BONN (dpa-AFX) - Seit 2023 haben sich einem UN-Bericht zufolge einige der schwersten Dürren mit dem größten wirtschaftlichen Schaden seit Beginn der Aufzeichnungen ereignet. "Dies ist keine Durststrecke. Dies ist eine langsam fortschreitende globale Katastrophe, die schlimmste, die ich je gesehen habe", sagte einer der Autoren des Berichts, Mark Svoboda, nach einer Mitteilung der UN-Konvention zur Bekämpfung der Wüstenbildung (UNCCD) in Bonn. UNCCD-Chef Ibrahim Thiaw sagte: "Dürre ist ein lautloser Killer." Allein in Somalia starben bereits im Jahr 2022 nach Schätzungen der Regierung etwa 43.000 Menschen an den Folgen von Dürre und Hunger.

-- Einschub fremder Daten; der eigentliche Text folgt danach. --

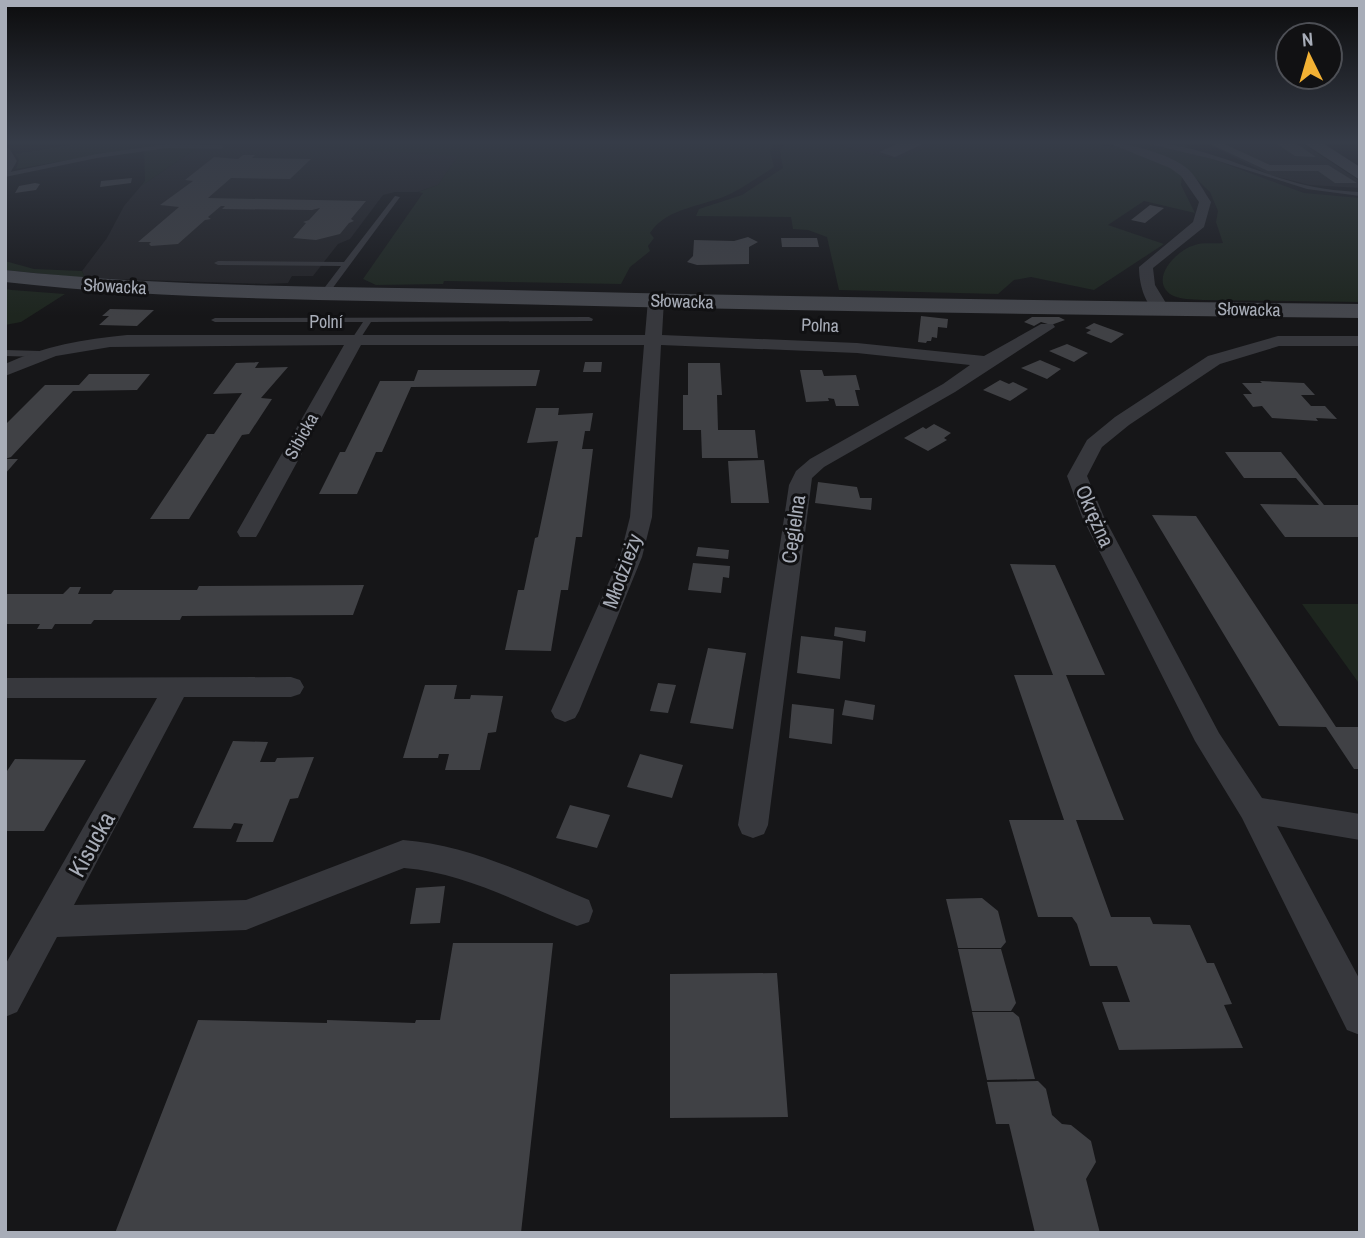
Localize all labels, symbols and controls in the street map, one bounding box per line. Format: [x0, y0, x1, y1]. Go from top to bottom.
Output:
north arrow [1274, 21, 1344, 91]
text: N [1301, 26, 1314, 53]
street label: Słowacka [83, 272, 147, 300]
street label: Słowacka [650, 287, 714, 315]
street label: Słowacka [1217, 296, 1281, 322]
street label: Polní [309, 309, 344, 334]
street label: Polna [801, 312, 839, 338]
street label: Sibicka [278, 408, 324, 464]
street label: Okrężna [1069, 480, 1122, 552]
street label: Cegielna [774, 492, 812, 565]
street label: Młodzieży [595, 529, 649, 612]
street label: Kisucka [60, 806, 122, 882]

Der Bericht heißt "Dürre-Hotspots auf der ganzen Welt, 2023-2025". Eine Auswahl der Befunde: In britischen Supermärkten kam es zu Engpässen bei der Versorgung mit Obst und Gemüse. In Spanien bewirkten zwei trockene Jahre in Folge eine Verdopplung des Olivenöl-Preises, weil die Olivenernte um 50 Prozent eingebrochen war. In Brasilien fiel der Wasserstand des Amazonas so weit, dass es zu einem Massensterben von Fischen und seltenen Flussdelfinen kam. Im Panama-Kanal sackte der Wasserstand dermaßen ab, dass zeitweise ein Drittel weniger Schiffe passieren konnten. In Thailand und Indien litt die Zuckerproduktion so stark unter der Trockenheit, dass Zucker in den USA 8,9 Prozent teurer wurde. In Simbabwe verhungerten und verdursteten im zweiten Halbjahr 2023 etwa 100 Elefanten. In Botswana saßen 2024 Flusspferde auf dem Trocknen.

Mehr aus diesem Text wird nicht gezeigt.